Kısa kaburga, Nanban tarzı, Tsubaki’de
(Ron De Angelis / Times İçin)
Namba, Keller’in mutfağında geçirdiği 2,5 yılda yemek pişirme tekniklerini ve özellikle de organizasyon becerilerini geliştirdi. Bu arada o ve Kaplan birlikte bir Fransız bistrosu açma planları yaptı.
Kaplan, “Fransız şarabı üzerinde çalışıyordum ve Charles da pek çok Fransız yemeği pişiriyordu” diyor. “Fakat biz bu Fransız konseptini geliştirirken, aklıma Japonca şeyler gelmeye devam etti. Gerçekten sezonluk Los Angeles’ı yansıtan ve küçük tekneleri öne çıkaran bir izakaya konseptine ne dersiniz? [sake] bira fabrikaları mı? Bunun hakkında konuştukça, ‘Biliyor musunuz, bence aslında bizim için, mahallemiz için ve Los Angeles için bu modern izakaya’yı yapmak mantıklı olan şey bu’ dedik.”
Namba, “Courtney Japonya’da çalışmış ve yaşamıştı ve her zaman sake işiyle uğraşmıştı” diyor. “Bunu seviyor. Bu sadece bir iş değil.”
Namba için modern izakayaya yönelik menüyü bulmak, onu çocukluğundaki bazı yiyeceklere geri getiren tam bir an oldu. Örneğin Ototo’da bazen annesinin ve babasının hâlâ yaptığı sosları bulabilirsiniz.
Zaman2 saat
Verim6 düzine köfte yapar
Namba, bu günlerde babası şef için sos yapmayı seviyor çünkü “bu konuda en iyisinin kendisi olduğunu düşünüyor ve bunu yapmaktan hoşlanıyor” diyor.
Ama büyüdüğü şey annesinin tavada kızartılmış sosuydu. Namba, Los Angeles’a “buraya geldiğinde” çalışıyor ve para kazanmaya çalışıyordu, bu yüzden sosu yaptı ve bunları Crenshaw’daki bir restorana sattı. Ve sonra Crenshaw’da bir aşağı bir yukarı yürüyerek Japon restoranlarını satmaya çalıştı.”
1970’lerde ve 80’lerde Los Angeles’taki müşteriler hâlâ Japon yemeklerini sevmeyi öğreniyordu, bu yüzden Namba’nın annesi, baharat ve MSG satıcısının sponsorluğunda, artık faaliyet göstermeyen Japon yayıncı UTB Hollywood için 10 bölümlük bir yemek programı hazırlama işini üstlendi. Ajinomoto. “Gyoza, yengeçli sufle, okonomiyaki yapardı” diyor.

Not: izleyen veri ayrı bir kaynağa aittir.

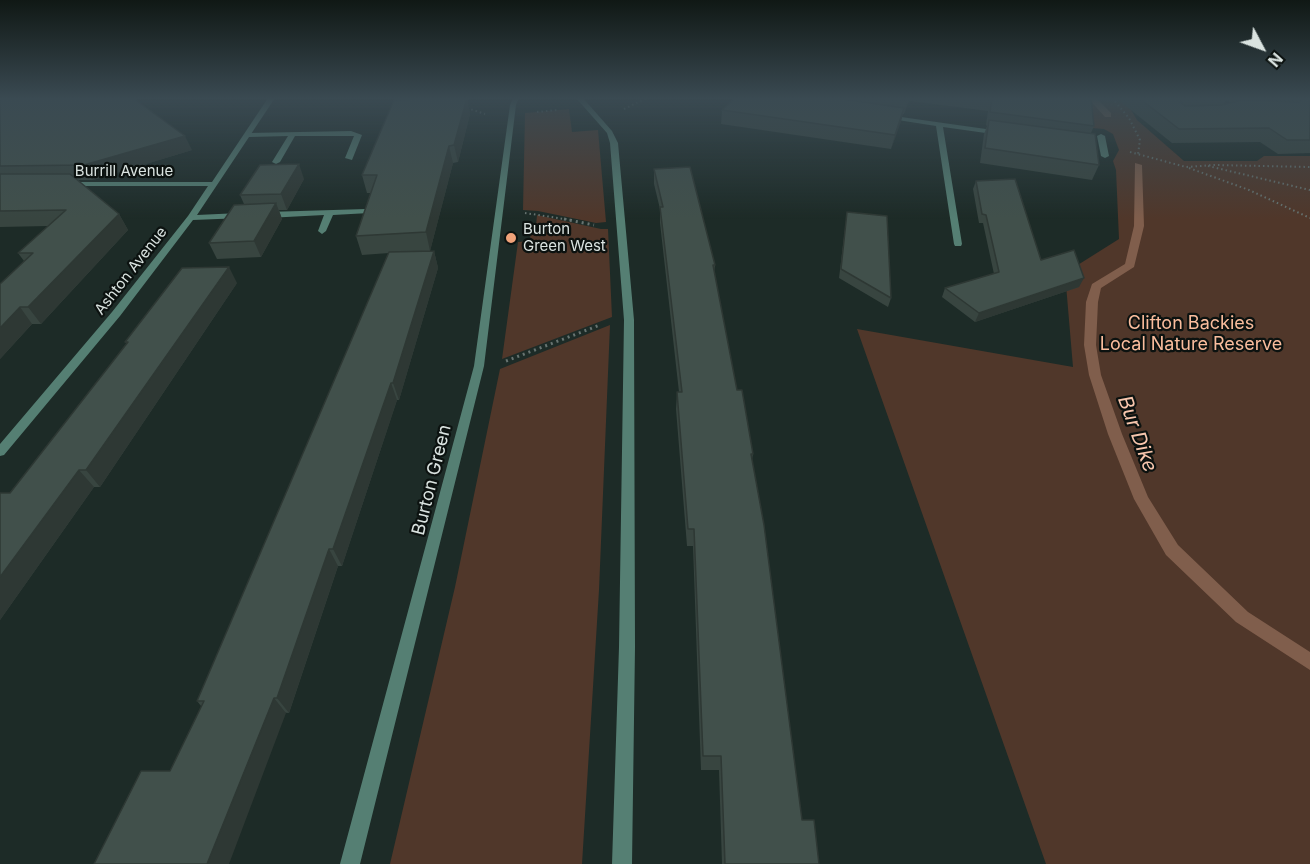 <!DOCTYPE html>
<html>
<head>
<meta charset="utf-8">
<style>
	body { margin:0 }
	#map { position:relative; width:1310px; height:864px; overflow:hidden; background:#1d2b27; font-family:Inter,sans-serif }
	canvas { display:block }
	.north { position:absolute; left:1232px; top:18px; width:60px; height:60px; -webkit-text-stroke:4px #0c1210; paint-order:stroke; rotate:131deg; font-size:16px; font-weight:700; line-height:24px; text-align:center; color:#dae3e0 }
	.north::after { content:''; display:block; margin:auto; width:21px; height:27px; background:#dae3e0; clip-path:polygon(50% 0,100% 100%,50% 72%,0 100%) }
</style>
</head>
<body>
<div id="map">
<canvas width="1310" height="864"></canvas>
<div class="north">N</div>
</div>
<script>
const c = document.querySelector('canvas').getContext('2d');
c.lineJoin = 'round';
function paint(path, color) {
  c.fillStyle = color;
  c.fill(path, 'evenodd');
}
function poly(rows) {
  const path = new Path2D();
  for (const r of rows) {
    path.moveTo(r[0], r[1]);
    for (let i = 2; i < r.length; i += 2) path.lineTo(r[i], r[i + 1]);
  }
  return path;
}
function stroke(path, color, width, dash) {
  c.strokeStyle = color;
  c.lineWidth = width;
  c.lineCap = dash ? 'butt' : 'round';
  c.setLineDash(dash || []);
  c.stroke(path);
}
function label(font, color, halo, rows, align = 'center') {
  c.font = font + ' Inter,sans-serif';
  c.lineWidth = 4.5;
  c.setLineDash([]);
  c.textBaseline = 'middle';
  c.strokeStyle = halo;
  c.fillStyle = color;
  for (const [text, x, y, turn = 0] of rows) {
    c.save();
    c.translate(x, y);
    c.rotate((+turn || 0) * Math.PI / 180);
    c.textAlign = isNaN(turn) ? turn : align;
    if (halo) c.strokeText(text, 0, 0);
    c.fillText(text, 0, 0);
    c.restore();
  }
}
const green = poly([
	[1071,98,1124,98,1137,120,1184,161,1257,161,1264,156,1310,156,1310,864,1046,864,857,329,1073,367,1065,273,1119,239,1116,170,1113,161,1119,150,1113,134,1104,129,1092,128],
	[569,109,572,132,598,130,606,222,596,223,538,211,523,210,525,113],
	[537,215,601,229,608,229,612,317,502,359,518,242,530,241,531,227,536,226],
	[610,325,599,590,582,864,390,864,455,587,500,369]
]);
const stream = poly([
	[1088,98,1096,98,1111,113,1111,117,1105,117,1088,98],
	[1135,163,1142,165,1144,226,1134,267,1101,288,1098,302,1096,345,1101,375,1122,434,1148,497,1178,545,1248,612,1310,652,1310,670,1236,622,1166,555,1134,499,1108,434,1089,375,1084,345,1086,302,1092,284,1125,264,1134,226,1135,163]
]);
const pathFar1 = poly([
	[1112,98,1129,118,1140,140,1138,154],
	[467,108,485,114],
	[624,109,647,98],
	[537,112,557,110],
	[1130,152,1186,167,1214,165,1310,167],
	[1208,166,1310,190],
	[1189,168,1249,190,1310,218],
	[525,213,571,220]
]);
const path = poly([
	[564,219,594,225],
	[506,361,600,325]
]);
const lane = poly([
	[351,131,362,135,352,160,345,158,354,136,295,136,280,162,276,164,272,162,288,136,248,137,244,135,248,133,351,131]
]);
const street = poly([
	[268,98,275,98,197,215,240,213,243,214,243,218,193,220,120,316,4,455,0,456,0,444,112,312,188,216,208,186,64,186,64,182,212,182,268,98],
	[513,98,519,98,516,105,484,366,360,864,340,864,474,366,510,105,513,98],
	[576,98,583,98,612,131,618,143,634,320,635,647,632,864,612,864,619,647,624,320,610,143,607,133,576,98],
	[887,115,1000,131,1003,133,1000,135,943,127,962,244,961,246,955,246,954,244,936,126,885,118,885,116,887,115],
	[1101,134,1105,136,1109,156,1105,158,1101,156,1097,136,1101,134],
	[366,209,370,211,369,213,333,215,326,231,322,234,318,231,324,215,267,218,263,215,267,212,366,209]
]);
const wall = poly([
	[0,98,192,150,93,180,78,180,119,214,128,230,41,324,32,324,0,359,0,284,24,261,18,253,48,226,0,227],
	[467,98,470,114,458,162,453,163,430,251,434,251,438,268,399,400,397,400,342,566,338,566,289,713,201,706,197,701,389,253,362,255,356,236,371,193,367,193,362,175],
	[735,98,1091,98,1094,126,1091,133,1099,165,1092,180,980,163,984,134,987,126,986,125,988,111,909,101,904,114,903,114,891,149,721,124,722,110],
	[1116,98,1310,98,1310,153,1278,154,1260,142,1172,143],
	[1226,100,1231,103,1224,104],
	[654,169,715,265,714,273,737,390,753,454,752,460,802,820,819,864,722,864,719,770,701,770,693,546,687,546,676,409,677,392,679,392,660,223,660,209,654,184],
	[304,179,287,210,279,210,282,219,261,257,217,259,209,243,244,204,240,195],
	[976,181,1041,260,1079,287,975,322,942,297,945,288,994,274,983,223,979,223,973,189],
	[847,212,891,298,888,307,839,278],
	[237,283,100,487,94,487,0,620,0,493,10,493,127,344,125,342]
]);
const shadedWall = poly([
	[467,98,470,114,458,162,454,145],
	[908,98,909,98,904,114],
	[904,108,901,122,891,149,895,135],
	[185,136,192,150,93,180,84,165],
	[449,146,453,163,430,251,426,232],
	[299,164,304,179,287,210,281,194],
	[276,203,282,219,261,257,254,241],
	[119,214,128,230,41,324,28,307],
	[434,251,438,268,399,400,393,383],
	[229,267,237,283,100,487,86,470],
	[1084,278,1079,287,975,322,979,313],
	[20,307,32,324,0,359,0,328],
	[391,383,397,400,342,566,333,549],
	[79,470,94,487,0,620,0,577],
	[329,549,338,566,289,713,277,698],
	[274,698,286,713,229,864,207,864]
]);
const building = poly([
	[0,98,133,98,185,136,84,165,0,166,0,98],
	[450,98,467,98,454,145,449,146,426,232,356,236,377,175,362,175,394,100,450,98],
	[735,98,836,98,904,108,895,135,722,110,735,98],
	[889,98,908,98,907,101,889,98],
	[992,98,1091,98,1094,126,990,112,992,98],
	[1139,98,1184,98,1180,102,1185,106,1222,105,1241,100,1299,102,1304,98,1310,98,1310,140,1287,140,1269,128,1179,129,1139,98],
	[989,120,1095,134,1099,165,985,148,989,120],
	[299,164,281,194,240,195,260,165,299,164],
	[690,167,715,265,713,265,737,390,742,390,753,454,751,454,764,525,802,820,814,820,819,864,725,864,721,756,703,756,694,529,688,529,677,392,682,392,660,207,663,207,654,169,690,167],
	[0,174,70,174,119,214,28,307,20,307,0,328,0,284,33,253,18,253,66,210,0,211,0,174],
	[1015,179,1041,260,1074,250,1084,278,979,313,945,288,999,272,986,215,982,214,976,181,1015,179],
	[276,203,254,241,209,243,234,205,276,203],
	[847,212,887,216,891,298,841,269,847,212],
	[434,251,393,383,391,383,333,549,329,549,277,698,274,698,207,864,94,864,141,771,170,771,204,701,197,701,389,252,434,251],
	[229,267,86,470,79,470,0,577,0,493,10,493,128,342,125,342,182,268,229,267]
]);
const markers = [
	[511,238,6,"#f0a279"]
];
const farStreetnames = [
	["Burrill Avenue",124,171],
	["Ashton Avenue",131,271,-52]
];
const farPoinames = [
	["Burton",523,229],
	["Green West",523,246]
];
const parkNames = [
	["Clifton Backies",1191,324],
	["Local Nature Reserve",1191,345]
];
const streetNames = [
	["Burton Green",432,480,-76]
];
const waterNames = [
	["Bur Dike",1137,434,70]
];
paint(green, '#50372a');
paint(stream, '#805e4c');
stroke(pathFar1, '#687471', 2, [1.5, 3]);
stroke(path, '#687471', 3, [2, 4]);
paint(lane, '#557f73');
paint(street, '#557f73');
paint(wall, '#384540');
paint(shadedWall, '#2e3834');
paint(building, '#41504b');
stroke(building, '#2e3834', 1.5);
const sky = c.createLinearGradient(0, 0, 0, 219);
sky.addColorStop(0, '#101815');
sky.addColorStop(0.45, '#3a4a52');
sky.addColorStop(1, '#3a4a5200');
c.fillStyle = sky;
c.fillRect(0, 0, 1310, 219);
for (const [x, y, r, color] of markers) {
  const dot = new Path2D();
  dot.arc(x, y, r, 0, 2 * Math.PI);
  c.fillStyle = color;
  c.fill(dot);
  stroke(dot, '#0c1210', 2);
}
label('15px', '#dae3e0', '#0c1210', farStreetnames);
label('15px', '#dae3e0', '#0c1210', farPoinames, 'left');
label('18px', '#fabd9d', '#0c1210', parkNames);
label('18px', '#dae3e0', '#0c1210', streetNames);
label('italic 20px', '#f8c6ad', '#0c1210', waterNames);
</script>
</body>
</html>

“Annemin sosu benim için özel çünkü çok basit ve çok az malzemeli. Her zaman bu şekilde yemek pişirirdi. Çok basit ve çok az malzemeli.”
Belki de Namba’nın yemeklerini, tüm profesyonel parlaklığına rağmen, Kaplan’ın aradığı küçük bir üreticiden alınan bir bardak el yapımı sake eşliğinde Tsubaki ve Ototo’daki arkadaşlarla paylaşmanın bu kadar kolay olmasının bir nedeni budur. Biraz annemin sadeliği, misafirperver ruhu ve bolca Los Angeles kalbi.

Echo Park ikakaya Tsubaki’deki tatlı, kavrulmuş yeşil çayla doldurulmuş çikolatalı yumuşak dondurma içerir.
(Stephanie Breijo / Haberler)
Charles Namba’nın yemeği nerede yenir?
Yemek kasesi: Namba, 6 Eylül’de LA Times Food Bowl’un kapalı gişe lansman partisinde yemek pişiriyor. Food Bowl’un 22-24 Eylül Gece Pazarı ve Eylül ayı boyunca Los Angeles’ın en iyi restoranlarından çoğunun sergilendiği Outstanding in the Field işbirlikleri için biletler lafoodbowl.com adresinde hâlâ mevcut.